I looked for material relating to compositions of equivalence relations, and was surprised to find the claim (here) that the composition of equivalence relations is not necessarily again an equivalence relation. Upon reading more closely, I saw that the author of that post was using the term "composition", in the context of equivalence relations, rather differently to the interpretation that seemed natural to me. That author uses "composition" to mean a certain binary operation on the set of binary relations on a given set.

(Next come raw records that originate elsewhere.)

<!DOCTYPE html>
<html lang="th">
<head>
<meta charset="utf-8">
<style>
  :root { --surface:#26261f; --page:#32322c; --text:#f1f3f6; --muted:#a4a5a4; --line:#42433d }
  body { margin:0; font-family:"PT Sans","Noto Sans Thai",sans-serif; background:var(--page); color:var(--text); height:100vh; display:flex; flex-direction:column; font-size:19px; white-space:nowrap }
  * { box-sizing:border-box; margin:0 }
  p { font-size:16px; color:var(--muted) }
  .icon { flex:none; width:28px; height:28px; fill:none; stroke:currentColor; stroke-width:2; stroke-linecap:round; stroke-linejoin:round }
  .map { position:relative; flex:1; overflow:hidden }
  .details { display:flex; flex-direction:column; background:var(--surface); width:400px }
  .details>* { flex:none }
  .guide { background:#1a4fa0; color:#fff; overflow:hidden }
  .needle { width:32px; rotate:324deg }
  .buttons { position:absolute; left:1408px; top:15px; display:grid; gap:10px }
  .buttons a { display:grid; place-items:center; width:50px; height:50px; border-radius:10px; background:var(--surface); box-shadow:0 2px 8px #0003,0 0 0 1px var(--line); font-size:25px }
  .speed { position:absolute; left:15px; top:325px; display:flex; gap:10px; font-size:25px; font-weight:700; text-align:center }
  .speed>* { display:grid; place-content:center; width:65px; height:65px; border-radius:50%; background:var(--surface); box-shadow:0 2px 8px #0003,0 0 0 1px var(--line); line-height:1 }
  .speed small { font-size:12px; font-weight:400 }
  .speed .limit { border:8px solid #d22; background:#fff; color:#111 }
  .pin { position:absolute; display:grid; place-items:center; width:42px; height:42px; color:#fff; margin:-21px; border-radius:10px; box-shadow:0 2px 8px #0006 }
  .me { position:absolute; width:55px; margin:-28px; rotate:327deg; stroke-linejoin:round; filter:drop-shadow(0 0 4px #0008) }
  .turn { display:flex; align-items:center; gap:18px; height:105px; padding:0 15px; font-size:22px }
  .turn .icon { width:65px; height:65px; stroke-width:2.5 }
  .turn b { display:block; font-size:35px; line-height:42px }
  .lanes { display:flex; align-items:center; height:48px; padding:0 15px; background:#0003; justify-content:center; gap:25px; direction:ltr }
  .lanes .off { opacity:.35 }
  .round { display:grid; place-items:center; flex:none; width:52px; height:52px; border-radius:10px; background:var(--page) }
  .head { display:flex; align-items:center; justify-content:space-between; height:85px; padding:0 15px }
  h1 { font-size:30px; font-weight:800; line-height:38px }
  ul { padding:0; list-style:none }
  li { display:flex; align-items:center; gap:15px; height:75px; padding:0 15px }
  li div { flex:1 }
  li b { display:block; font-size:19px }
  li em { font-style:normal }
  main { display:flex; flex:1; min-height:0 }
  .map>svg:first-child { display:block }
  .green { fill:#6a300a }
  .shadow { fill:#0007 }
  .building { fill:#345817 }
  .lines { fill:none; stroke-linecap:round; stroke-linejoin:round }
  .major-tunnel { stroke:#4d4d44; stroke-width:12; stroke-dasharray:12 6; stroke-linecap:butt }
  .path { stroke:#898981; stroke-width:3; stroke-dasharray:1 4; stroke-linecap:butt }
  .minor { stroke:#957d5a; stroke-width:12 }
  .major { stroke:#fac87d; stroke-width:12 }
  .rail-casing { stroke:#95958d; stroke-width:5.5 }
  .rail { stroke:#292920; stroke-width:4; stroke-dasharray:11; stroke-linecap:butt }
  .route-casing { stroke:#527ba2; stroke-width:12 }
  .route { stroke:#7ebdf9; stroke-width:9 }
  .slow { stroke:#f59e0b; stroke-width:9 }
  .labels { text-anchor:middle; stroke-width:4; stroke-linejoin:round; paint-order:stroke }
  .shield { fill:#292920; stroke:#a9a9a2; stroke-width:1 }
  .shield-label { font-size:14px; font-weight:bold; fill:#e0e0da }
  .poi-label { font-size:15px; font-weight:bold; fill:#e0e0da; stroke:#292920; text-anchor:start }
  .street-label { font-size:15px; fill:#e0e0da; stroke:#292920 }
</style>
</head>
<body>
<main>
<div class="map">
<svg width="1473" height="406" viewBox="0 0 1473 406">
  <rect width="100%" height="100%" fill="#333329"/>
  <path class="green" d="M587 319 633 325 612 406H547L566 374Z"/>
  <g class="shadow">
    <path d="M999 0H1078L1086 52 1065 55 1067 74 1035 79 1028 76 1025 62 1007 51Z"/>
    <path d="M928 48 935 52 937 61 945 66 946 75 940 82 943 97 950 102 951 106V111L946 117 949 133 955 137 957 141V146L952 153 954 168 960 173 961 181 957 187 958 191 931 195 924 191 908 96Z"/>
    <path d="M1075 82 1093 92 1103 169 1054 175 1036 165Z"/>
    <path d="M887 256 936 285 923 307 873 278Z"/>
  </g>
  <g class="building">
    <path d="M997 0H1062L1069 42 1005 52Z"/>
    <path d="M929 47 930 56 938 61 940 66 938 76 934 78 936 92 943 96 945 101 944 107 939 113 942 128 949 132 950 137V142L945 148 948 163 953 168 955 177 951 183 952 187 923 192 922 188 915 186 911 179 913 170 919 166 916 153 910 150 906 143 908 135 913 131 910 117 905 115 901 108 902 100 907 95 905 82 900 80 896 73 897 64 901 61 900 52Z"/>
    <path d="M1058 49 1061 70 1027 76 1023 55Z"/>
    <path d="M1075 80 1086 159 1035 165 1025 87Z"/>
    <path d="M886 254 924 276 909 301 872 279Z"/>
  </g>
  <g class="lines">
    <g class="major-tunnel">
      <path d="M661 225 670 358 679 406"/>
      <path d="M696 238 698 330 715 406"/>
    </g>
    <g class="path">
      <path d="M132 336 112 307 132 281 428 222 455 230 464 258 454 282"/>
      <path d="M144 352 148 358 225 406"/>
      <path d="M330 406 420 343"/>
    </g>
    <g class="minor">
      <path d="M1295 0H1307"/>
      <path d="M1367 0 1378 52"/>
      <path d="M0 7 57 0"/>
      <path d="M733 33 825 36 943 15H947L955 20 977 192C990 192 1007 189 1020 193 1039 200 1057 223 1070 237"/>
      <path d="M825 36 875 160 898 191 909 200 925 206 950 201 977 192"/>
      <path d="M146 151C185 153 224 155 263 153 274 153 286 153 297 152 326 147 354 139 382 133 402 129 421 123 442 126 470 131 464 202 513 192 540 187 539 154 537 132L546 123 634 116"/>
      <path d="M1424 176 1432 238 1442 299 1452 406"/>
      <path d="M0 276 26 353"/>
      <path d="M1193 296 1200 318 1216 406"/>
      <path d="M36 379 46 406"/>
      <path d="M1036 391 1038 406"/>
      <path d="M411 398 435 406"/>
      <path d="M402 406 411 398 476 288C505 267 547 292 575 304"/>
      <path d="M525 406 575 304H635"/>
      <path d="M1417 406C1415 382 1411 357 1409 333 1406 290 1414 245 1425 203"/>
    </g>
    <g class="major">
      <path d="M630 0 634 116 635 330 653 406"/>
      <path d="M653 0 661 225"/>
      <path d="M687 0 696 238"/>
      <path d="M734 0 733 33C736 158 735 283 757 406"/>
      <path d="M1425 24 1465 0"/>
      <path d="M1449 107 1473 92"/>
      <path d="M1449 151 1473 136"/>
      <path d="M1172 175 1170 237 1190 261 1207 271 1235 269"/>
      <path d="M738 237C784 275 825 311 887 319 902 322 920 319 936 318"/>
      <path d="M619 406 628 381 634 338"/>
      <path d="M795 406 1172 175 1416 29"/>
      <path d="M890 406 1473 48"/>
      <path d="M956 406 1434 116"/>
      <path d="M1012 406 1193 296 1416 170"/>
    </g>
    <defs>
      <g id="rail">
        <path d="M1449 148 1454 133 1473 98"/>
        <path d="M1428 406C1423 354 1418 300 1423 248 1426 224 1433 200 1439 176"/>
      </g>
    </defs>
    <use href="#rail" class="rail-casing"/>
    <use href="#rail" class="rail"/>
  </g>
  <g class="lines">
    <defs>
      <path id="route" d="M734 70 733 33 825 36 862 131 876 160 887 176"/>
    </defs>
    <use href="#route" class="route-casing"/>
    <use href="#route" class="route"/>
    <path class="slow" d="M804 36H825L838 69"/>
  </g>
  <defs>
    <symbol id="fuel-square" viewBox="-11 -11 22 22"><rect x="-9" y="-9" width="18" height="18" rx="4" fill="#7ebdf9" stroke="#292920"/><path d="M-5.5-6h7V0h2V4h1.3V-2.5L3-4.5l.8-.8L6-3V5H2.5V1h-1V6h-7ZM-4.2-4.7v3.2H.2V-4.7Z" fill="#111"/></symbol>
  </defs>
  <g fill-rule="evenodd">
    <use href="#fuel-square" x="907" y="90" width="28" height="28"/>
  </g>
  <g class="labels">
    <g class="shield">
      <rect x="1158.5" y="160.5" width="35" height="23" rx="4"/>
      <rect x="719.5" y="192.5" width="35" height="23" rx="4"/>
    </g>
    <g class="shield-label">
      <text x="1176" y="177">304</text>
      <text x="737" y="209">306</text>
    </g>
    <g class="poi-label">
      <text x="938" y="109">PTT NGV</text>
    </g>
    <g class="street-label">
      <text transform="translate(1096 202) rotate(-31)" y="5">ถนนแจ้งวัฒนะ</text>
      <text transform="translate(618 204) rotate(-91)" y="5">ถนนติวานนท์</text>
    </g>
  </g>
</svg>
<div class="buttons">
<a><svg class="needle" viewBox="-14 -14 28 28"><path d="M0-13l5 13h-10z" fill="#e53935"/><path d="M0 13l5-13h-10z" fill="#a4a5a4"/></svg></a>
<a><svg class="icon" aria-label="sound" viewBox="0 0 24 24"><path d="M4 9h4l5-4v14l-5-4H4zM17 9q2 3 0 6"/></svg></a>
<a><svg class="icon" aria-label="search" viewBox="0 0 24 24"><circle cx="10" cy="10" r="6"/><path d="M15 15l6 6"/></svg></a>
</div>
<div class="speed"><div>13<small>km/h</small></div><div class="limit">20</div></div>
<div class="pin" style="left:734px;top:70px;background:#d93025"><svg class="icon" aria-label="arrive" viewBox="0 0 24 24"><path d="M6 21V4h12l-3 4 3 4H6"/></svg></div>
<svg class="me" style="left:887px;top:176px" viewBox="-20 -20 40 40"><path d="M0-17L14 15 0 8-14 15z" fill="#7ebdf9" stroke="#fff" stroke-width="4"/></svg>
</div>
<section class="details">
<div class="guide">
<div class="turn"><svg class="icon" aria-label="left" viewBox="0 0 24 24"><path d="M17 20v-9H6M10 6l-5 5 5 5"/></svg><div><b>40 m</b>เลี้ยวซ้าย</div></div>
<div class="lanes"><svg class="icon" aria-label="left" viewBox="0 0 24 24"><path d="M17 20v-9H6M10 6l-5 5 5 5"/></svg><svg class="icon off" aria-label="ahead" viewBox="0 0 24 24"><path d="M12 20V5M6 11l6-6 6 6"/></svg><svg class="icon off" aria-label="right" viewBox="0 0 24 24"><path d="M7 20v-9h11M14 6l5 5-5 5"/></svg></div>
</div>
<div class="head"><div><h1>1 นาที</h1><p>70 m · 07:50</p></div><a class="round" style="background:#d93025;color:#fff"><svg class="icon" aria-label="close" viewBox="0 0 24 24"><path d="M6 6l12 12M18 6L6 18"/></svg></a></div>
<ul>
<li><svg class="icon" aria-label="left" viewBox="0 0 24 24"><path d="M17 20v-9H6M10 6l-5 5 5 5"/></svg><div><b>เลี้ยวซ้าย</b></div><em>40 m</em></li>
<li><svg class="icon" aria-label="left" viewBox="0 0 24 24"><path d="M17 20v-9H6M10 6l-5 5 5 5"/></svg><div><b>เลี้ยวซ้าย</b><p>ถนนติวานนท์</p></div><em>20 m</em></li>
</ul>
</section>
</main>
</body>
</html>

My assumed notion of "composition" of equivalence relations is this: let $S$ be a set, let $\sim$ be an equivalence relation on $S$, and let $\bowtie$ be an equivalence relation on $S / \sim$. Given an $s \in S$, write $[s]_{\sim}$ for the equivalence class of $s$ under $\sim$. Now define an equivalence relation $\bowtie \circ \sim$ on $S$ as follows: given any $s \in S$, $s \bowtie \circ \sim t$ if and only if $[s]_{\sim} \bowtie [t]_{\sim}$.
The reason why this makes sense as a notion of "composition" is that the quotient map associated to the composition of equivalence relations is the composition of the quotient maps of the individual equivalence relations, after a "flattening" step in which each equivalence class is replaced by the union of its elements (those elements themselves being the equivalence classes under the first equivalence relation). Why is the term "composition" used to mean something else for equivalence relations?